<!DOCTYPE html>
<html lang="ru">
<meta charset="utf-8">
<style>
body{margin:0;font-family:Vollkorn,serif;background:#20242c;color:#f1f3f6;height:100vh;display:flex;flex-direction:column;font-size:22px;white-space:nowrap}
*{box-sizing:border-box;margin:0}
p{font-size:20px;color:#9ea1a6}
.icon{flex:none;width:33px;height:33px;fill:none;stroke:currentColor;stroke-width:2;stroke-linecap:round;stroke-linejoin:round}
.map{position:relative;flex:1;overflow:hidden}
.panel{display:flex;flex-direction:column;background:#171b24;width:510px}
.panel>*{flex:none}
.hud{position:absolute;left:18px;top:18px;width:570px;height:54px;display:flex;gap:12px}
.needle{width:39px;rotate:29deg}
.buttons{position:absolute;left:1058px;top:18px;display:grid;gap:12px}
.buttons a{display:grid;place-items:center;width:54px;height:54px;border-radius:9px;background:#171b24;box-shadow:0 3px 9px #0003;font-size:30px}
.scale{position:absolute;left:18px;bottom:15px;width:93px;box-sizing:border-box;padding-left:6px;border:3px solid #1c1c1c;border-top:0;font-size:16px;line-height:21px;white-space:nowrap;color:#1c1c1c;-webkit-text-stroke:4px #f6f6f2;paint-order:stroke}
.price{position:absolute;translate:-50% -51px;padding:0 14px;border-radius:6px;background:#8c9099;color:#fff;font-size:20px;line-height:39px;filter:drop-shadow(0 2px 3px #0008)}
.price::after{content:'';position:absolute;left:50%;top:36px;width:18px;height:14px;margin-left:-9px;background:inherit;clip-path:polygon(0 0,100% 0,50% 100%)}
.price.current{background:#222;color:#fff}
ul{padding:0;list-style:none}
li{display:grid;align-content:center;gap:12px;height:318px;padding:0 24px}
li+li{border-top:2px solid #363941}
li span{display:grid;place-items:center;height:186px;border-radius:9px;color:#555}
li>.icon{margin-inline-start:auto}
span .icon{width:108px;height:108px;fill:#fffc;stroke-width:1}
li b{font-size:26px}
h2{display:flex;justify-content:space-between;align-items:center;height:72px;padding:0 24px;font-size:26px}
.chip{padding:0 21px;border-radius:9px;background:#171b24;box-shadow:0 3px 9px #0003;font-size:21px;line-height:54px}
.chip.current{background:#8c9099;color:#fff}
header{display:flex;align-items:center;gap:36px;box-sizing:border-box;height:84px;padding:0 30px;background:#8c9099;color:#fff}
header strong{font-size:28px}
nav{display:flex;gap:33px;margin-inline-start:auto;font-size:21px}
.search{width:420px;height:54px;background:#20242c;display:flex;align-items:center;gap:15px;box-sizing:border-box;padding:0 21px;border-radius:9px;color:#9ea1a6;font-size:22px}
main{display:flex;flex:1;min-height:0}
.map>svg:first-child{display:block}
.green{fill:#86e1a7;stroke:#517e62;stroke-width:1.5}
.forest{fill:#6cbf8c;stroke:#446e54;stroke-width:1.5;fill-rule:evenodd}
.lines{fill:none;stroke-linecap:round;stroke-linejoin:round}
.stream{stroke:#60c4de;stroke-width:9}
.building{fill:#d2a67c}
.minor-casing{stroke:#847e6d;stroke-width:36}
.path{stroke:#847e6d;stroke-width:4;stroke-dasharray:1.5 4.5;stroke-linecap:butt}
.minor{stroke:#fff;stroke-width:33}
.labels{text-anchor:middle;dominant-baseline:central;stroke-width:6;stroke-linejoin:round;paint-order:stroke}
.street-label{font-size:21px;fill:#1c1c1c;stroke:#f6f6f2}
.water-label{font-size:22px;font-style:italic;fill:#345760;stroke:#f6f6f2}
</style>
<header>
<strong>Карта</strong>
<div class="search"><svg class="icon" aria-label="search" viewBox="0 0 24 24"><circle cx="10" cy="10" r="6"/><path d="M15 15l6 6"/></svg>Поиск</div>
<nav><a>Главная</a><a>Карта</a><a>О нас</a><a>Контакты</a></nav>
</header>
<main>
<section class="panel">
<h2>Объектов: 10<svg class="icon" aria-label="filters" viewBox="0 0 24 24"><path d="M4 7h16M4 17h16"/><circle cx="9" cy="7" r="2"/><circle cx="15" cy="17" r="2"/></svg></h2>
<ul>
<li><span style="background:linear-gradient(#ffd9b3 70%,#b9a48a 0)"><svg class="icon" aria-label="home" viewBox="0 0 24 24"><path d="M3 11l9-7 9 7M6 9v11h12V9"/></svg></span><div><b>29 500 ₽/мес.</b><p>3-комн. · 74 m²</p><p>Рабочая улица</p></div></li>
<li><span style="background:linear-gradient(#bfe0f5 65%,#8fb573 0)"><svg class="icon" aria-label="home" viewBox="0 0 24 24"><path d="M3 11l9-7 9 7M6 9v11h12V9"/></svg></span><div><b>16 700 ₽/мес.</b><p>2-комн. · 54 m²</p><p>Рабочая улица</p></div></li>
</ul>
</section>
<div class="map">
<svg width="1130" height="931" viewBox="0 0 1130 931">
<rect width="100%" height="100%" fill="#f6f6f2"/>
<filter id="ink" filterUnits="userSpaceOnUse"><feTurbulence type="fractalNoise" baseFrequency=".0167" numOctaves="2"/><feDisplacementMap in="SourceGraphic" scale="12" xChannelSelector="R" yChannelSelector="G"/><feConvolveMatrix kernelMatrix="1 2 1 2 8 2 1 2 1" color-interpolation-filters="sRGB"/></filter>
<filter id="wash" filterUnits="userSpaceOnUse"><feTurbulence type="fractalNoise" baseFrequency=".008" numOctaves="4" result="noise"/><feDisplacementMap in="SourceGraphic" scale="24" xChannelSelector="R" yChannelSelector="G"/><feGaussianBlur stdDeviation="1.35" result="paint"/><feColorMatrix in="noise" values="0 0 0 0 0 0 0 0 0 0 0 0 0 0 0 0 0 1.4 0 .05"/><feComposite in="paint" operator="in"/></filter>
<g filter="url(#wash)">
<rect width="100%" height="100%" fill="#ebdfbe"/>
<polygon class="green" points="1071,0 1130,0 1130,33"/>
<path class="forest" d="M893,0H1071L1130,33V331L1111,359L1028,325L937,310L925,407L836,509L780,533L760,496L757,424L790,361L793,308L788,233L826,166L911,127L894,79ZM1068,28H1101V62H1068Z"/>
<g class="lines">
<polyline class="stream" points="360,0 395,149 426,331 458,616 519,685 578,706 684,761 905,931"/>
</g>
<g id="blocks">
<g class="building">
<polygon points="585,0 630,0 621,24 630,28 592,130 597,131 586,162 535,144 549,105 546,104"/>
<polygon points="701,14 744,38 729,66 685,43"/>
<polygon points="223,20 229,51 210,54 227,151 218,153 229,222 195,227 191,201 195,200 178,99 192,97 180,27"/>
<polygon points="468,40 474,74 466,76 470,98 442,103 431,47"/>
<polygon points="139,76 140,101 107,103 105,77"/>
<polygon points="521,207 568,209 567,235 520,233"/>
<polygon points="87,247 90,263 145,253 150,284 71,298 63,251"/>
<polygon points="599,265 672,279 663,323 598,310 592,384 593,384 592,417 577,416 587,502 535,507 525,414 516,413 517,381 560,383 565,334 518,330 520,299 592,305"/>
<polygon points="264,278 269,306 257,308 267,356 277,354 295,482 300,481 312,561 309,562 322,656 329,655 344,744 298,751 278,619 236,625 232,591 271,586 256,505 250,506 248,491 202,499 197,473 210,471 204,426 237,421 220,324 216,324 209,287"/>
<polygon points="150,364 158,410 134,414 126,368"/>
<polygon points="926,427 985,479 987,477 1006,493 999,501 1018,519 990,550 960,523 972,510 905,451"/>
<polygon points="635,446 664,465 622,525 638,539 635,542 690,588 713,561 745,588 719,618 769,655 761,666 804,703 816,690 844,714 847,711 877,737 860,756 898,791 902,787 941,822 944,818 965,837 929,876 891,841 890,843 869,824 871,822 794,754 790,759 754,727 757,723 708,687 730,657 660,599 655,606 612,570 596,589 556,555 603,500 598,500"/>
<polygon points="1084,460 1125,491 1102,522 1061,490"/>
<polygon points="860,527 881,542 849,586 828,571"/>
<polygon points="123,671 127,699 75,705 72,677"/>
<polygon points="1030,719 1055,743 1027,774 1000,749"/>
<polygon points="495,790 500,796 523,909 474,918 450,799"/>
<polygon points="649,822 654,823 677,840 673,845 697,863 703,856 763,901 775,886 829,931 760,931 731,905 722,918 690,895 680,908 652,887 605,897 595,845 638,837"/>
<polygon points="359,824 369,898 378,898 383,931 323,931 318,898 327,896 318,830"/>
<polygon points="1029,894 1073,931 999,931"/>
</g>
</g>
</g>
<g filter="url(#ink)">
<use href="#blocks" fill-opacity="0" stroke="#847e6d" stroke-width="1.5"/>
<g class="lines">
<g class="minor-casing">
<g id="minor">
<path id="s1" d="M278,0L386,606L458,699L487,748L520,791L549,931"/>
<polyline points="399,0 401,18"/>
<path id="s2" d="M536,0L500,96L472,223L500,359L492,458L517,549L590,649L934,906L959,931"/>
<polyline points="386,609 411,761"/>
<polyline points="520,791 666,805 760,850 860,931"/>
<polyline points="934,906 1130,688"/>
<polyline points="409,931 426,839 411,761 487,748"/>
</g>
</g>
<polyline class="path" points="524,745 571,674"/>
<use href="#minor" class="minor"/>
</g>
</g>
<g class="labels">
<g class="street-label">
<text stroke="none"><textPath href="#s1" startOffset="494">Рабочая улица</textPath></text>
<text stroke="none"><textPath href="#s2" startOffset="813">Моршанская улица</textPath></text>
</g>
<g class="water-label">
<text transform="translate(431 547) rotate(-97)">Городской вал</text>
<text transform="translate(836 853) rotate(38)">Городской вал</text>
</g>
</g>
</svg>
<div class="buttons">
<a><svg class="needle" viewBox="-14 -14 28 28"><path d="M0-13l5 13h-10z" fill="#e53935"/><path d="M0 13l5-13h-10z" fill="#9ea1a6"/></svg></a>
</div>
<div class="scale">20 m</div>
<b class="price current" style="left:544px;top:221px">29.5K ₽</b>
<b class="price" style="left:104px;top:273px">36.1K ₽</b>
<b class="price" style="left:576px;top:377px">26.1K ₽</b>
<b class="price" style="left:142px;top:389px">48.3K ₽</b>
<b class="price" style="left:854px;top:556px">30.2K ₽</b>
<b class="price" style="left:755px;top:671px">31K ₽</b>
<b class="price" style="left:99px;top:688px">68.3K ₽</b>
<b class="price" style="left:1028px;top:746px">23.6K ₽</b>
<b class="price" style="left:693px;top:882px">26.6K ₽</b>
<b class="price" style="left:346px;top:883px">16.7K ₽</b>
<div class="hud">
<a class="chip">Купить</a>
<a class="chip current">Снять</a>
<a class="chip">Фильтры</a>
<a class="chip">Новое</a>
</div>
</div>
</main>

########

Go through the material and report each line that holds the string "feDisplacementMap".

- [Reply]
<filter id="ink" filterUnits="userSpaceOnUse"><feTurbulence type="fractalNoise" baseFrequency=".0167" numOctaves="2"/><feDisplacementMap in="SourceGraphic" scale="12" xChannelSelector="R" yChannelSelector="G"/><feConvolveMatrix kernelMatrix="1 2 1 2 8 2 1 2 1" color-interpolation-filters="sRGB"/></filter>
<filter id="wash" filterUnits="userSpaceOnUse"><feTurbulence type="fractalNoise" baseFrequency=".008" numOctaves="4" result="noise"/><feDisplacementMap in="SourceGraphic" scale="24" xChannelSelector="R" yChannelSelector="G"/><feGaussianBlur stdDeviation="1.35" result="paint"/><feColorMatrix in="noise" values="0 0 0 0 0 0 0 0 0 0 0 0 0 0 0 0 0 1.4 0 .05"/><feComposite in="paint" operator="in"/></filter>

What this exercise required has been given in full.